§ **WHAT IS EXPECTED**:
Below are the records; pull every line that includes "Creek".

[Data extracted from a collection]
[Start of Attachment]

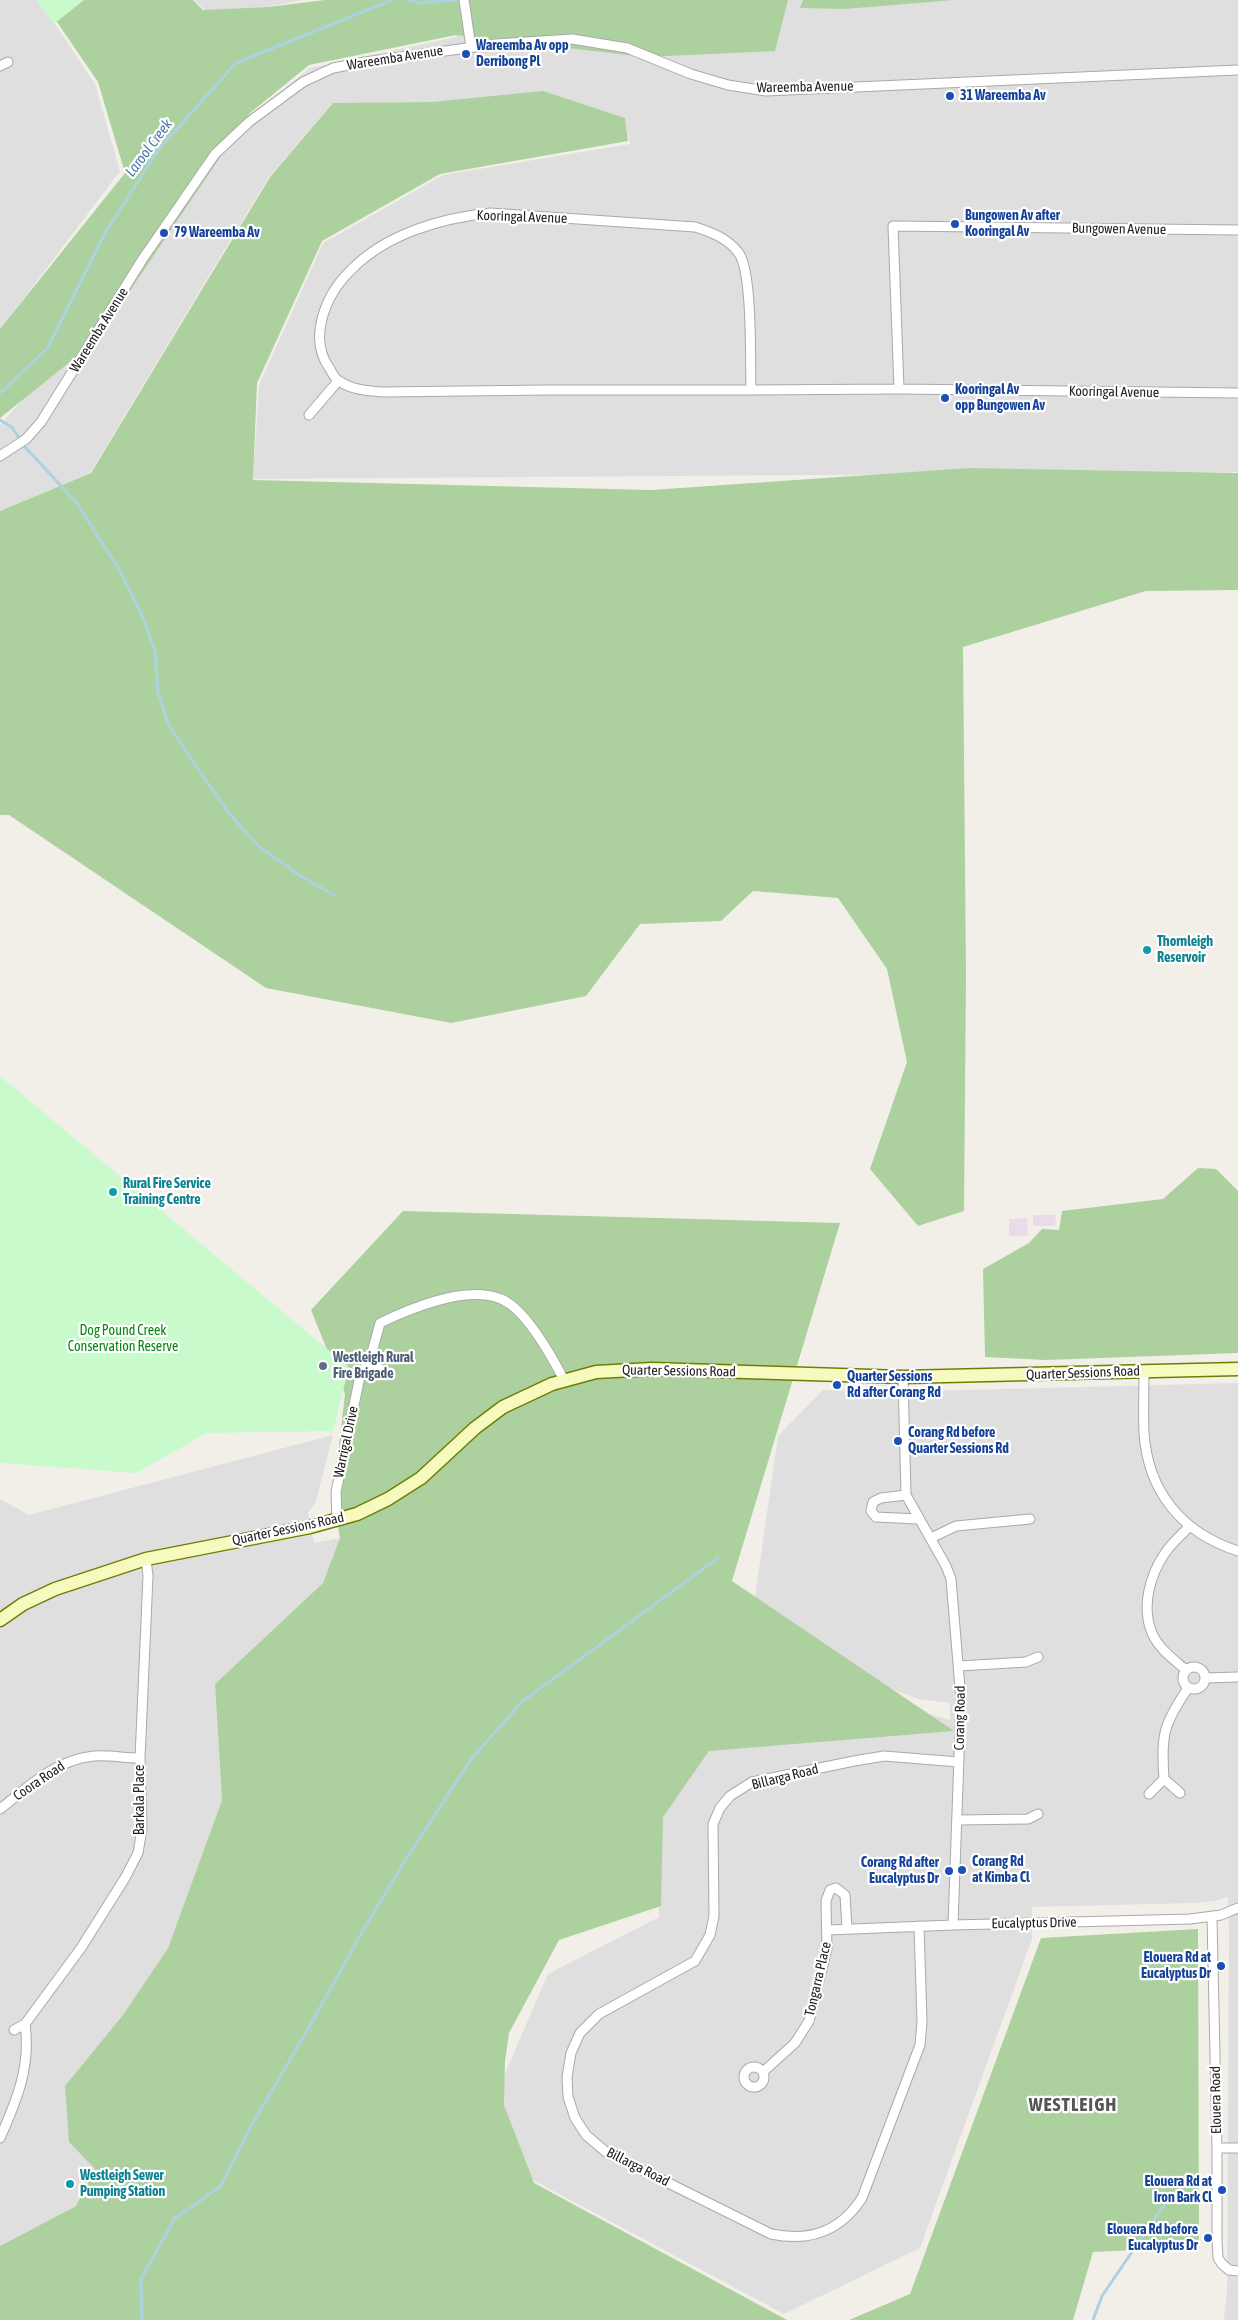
<!DOCTYPE html>
<style>
body{margin:0}
canvas{display:block;background:#f2efe9}
</style>
<canvas width="1238" height="2320"></canvas>
<script>
const context = document.querySelector('canvas').getContext('2d');
context.lineJoin = 'round';
function paint(path, color) { context.fillStyle = color; context.fill(path, 'evenodd'); }
function strokePath(path, color, width, dash) { context.strokeStyle = color; context.lineWidth = width; context.lineCap = dash ? 'butt' : 'round'; context.setLineDash(dash || []); context.stroke(path); }
function drawText(font, color, halo, rows, align = 'center') {
  context.font = font + ' "Asap Condensed",sans-serif'; context.lineWidth = 4.5; context.setLineDash([]); context.textBaseline = 'middle'; context.strokeStyle = halo; context.fillStyle = color; for (const [text, x, y, turn = 0] of rows) {
    context.save(); context.translate(x, y); context.rotate((+turn || 0) * Math.PI / 180); context.textAlign = isNaN(turn) ? turn : align; if (halo) context.strokeText(text, 0, 0); context.fillText(text, 0, 0); context.restore();
  }
}
paint(new Path2D(`
 M0,0H39L95,84L120,171L0,330Z
 M194,0H302L267,7L205,10Z
 M450,0H1238V472L253,479L259,385L323,243L443,175L630,144L625,120L543,93L432,102L332,104L268,178L90,473L0,511V425L80,335L201,156L310,68L456,37Z
 M1238,1383V2320H1224L1227,2291L1229,1935L1228,1897L1214,1901L1195,1903L1032,1907V1939L920,2248L784,2314L473,2148L548,1974L659,1917L656,1786L716,1723L921,1712L950,1720V1703L918,1699L839,1669L751,1624L778,1436L823,1390L887,1392Z
 M333,1435L315,1504L308,1513L314,1543L340,1538L323,1583L215,1684L222,1800L168,1948L123,2015L69,2142L95,2169L76,2206L0,2246V1499L29,1515Z`), '#e0dfdf');
paint(new Path2D(`
 M1033,1215H1056L1055,1226H1033Z
 M1027,1218L1028,1236H1009V1219Z`), '#ebdbe8');
paint(new Path2D(`
 M42,0H193L203,10L268,7L325,0H788L775,51L645,57L456,35L309,65L250,113L96,341L0,418V329L125,173L98,82Z
 M803,0H954L845,9L800,8Z
 M543,91L625,118L628,141L440,174L322,241L257,383L253,480L651,490L970,468L1238,473V590L1146,591L963,647L966,975L964,1211L918,1226L870,1169L907,1062L887,969L838,898L753,891L721,921L640,924L586,996L451,1023L266,988L9,815H0V511L91,473L270,177L333,103L432,102Z
 M1198,1168L1216,1169L1238,1191V1353L1046,1360L985,1357L983,1269L1029,1243L1042,1229L1059,1230L1062,1211L1163,1199Z
 M403,1211L840,1223L732,1581L954,1731L709,1751L663,1817L661,1906L559,1940L509,2033L505,2061L504,2105L534,2183L787,2320H0V2246L76,2206L95,2169L69,2142L65,2086L123,2015L168,1948L222,1800L215,1684L323,1583L340,1538L338,1526L331,1514L345,1394L311,1310Z
 M1198,1929L1199,2247L1093,2252L1073,2320H849L910,2294L1041,1938Z`), '#add19e');
paint(new Path2D(`
 M36,0H84L54,24Z
 M0,1076L349,1367L333,1431L207,1433L136,1473L0,1463Z`), '#c8facc');
strokePath(new Path2D(`
 M409,0L419,3L456,0
 M0,393L47,349L105,233L159,149L236,63L392,0
 M0,420L12,427L19,438
 M25,447L76,502L120,571L142,615L155,651L158,692L169,726L201,773L228,812L257,845L299,875L334,895
 M142,2320L141,2279L175,2218L220,2187L250,2128L304,2036L362,1932L406,1859L472,1758L523,1701L718,1558
 M1093,2320L1102,2296L1166,2202`), '#aad3df', 3);
const minor = new Path2D(`
 M464,0L471,47
 M0,66L8,62
 M899,389L893,226L1238,230
 M751,390H547L383,392C368,391 352,390 339,381C335,379 332,373 330,369C307,338 326,294 351,270C386,234 441,218 490,213L695,227C711,232 727,238 738,252C753,270 750,362 751,390L899,389L1238,393
 M309,415L338,381
 M0,456L26,439L41,422L142,260L215,154L249,122L303,82L333,68L365,62L496,44L572,39L627,48L691,74L728,85L766,91L1238,70
 M365,1367L379,1368
 M1144,1371C1144,1391 1143,1412 1144,1433C1148,1492 1182,1533 1238,1551
 M903,1377L906,1495L946,1566L951,1579L961,1700L953,1925
 M906,1495L881,1498L873,1502L871,1511L876,1517L918,1519
 M337,1520L336,1492L360,1376L371,1356L380,1323C411,1308 467,1285 501,1299C526,1309 552,1357 564,1380
 M931,1538L956,1526L1030,1519
 M960,1666L1026,1662L1038,1657
 M1183 1678a11 11 0 1 1 22 0a11 11 0 1 1-22 0Z
 M1186,1670C1173,1659 1159,1649 1152,1633C1141,1607 1150,1575 1165,1553C1172,1543 1181,1535 1189,1527
 M1205,1678L1238,1677
 M1164,1779L1180,1793
 M1149,1794L1164,1779C1161,1735 1163,1725 1188,1688
 M0,1809C28,1787 57,1759 94,1756C109,1755 125,1758 140,1758
 M958,1820L1028,1819L1038,1814
 M1212,1917L1217,2148V2240L1218,2258L1222,2264L1229,2270L1238,2271
 M919,1926L922,2022L920,2045L862,2198C840,2232 810,2242 771,2234L606,2152L586,2135L575,2118L568,2097L567,2077L571,2053L580,2033L599,2014L695,1961L710,1935L714,1916L713,1824L720,1808L730,1796L752,1782L854,1761L884,1756L959,1762
 M828,1930L953,1925L1190,1919L1221,1915L1238,1908
 M14,2030L25,2024L81,1948L125,1878L138,1853L142,1829L140,1758L148,1576L146,1559
 M744 2077a10 10 0 1 1 20 0a10 10 0 1 1-20 0Z
 M763,2072L795,2043L809,2021L827,1949L826,1901L830,1890L836,1888L845,1895L847,1928
 M0,2138C17,2100 31,2066 25,2024
 M1217,2148H1238`);
const secondary = new Path2D(`
 M0,1620L23,1604L55,1589L146,1559L310,1527L357,1514L388,1499L421,1478L475,1428L503,1407L552,1384L596,1372L652,1369L903,1377L1238,1369`);
strokePath(minor, '#a9a9a9', 11);
strokePath(secondary, '#707d05', 15);
strokePath(minor, '#fff', 9);
strokePath(secondary, '#f7fabf', 12);
for (const [x, y, r, color] of [
 [466,54,5,"#1a4fb4"],
 [950,96,5,"#1a4fb4"],
 [955,224,5,"#1a4fb4"],
 [164,233,5,"#1a4fb4"],
 [945,398,5,"#1a4fb4"],
 [1147,950,5,"#0f9aa8"],
 [113,1192,5,"#0f9aa8"],
 [323,1366,5,"#5c6f8a"],
 [837,1385,5,"#1a4fb4"],
 [898,1441,5,"#1a4fb4"],
 [962,1870,5,"#1a4fb4"],
 [949,1871,5,"#1a4fb4"],
 [1221,1966,5,"#1a4fb4"],
 [70,2184,5,"#0f9aa8"],
 [1222,2190,5,"#1a4fb4"],
 [1208,2238,5,"#1a4fb4"]
]) { const dot = new Path2D(); dot.arc(x, y, r, 0, 2 * Math.PI); context.fillStyle = color; context.fill(dot); strokePath(dot, '#fff', 2); }
drawText('bold 14px', '#164399', '#fff', [
 ["Wareemba Av opp",476,46],
 ["Derribong Pl",476,62],
 ["31 Wareemba Av",960,96],
 ["Bungowen Av after",965,216],
 ["Kooringal Av",965,232],
 ["79 Wareemba Av",174,233],
 ["Kooringal Av",955,390],
 ["opp Bungowen Av",955,406],
 ["Quarter Sessions",847,1377],
 ["Rd after Corang Rd",847,1393],
 ["Corang Rd before",908,1433],
 ["Quarter Sessions Rd",908,1449],
 ["Corang Rd",972,1862],
 ["at Kimba Cl",972,1878],
 ["Corang Rd after",939,1863,"right"],
 ["Eucalyptus Dr",939,1879,"right"],
 ["Elouera Rd at",1211,1958,"right"],
 ["Eucalyptus Dr",1211,1974,"right"],
 ["Elouera Rd at",1212,2182,"right"],
 ["Iron Bark Cl",1212,2198,"right"],
 ["Elouera Rd before",1198,2230,"right"],
 ["Eucalyptus Dr",1198,2246,"right"]
], 'left');
drawText('14px', '#222', '#fff', [
 ["Wareemba Avenue",395,58,-9],
 ["Wareemba Avenue",805,87,-1],
 ["Kooringal Avenue",522,217,2],
 ["Bungowen Avenue",1119,229,1],
 ["Wareemba Avenue",99,330,-58],
 ["Kooringal Avenue",1114,392,1],
 ["Quarter Sessions Road",679,1371,1],
 ["Quarter Sessions Road",1083,1373,-2],
 ["Warrigal Drive",346,1442,-78],
 ["Quarter Sessions Road",288,1529,-12],
 ["Corang Road",960,1718,-89],
 ["Billarga Road",785,1777,-14],
 ["Coora Road",39,1781,-34],
 ["Barkala Place",140,1800,-90],
 ["Eucalyptus Drive",1034,1923,-1],
 ["Tongarra Place",818,1979,-77],
 ["Elouera Road",1216,2100,-91],
 ["Billarga Road",638,2167,27]
]);
drawText('bold 14px', '#0d838f', '#fff', [
 ["Thornleigh",1157,942],
 ["Reservoir",1157,958],
 ["Rural Fire Service",123,1184],
 ["Training Centre",123,1200],
 ["Westleigh Sewer",80,2176],
 ["Pumping Station",80,2192]
], 'left');
drawText('14px', '#0c8416', '#fff', [
 ["Dog Pound Creek",123,1331],
 ["Conservation Reserve",123,1347]
]);
drawText('bold 14px', '#4e5e75', '#fff', [
 ["Westleigh Rural",333,1358],
 ["Fire Brigade",333,1374]
], 'left');
drawText('italic 15px', '#4a7aab', '#fff', [
 ["Larool Creek",149,148,-53]
]);
context.letterSpacing = '1px';
drawText('bold 19px', '#555', '#fff', [
 ["WESTLEIGH",1073,2105]
]);
context.letterSpacing = '0px';
</script>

[End of Attachment]

§ **TASK SOLUTION**:
 ["Dog Pound Creek",123,1331],
 ["Larool Creek",149,148,-53]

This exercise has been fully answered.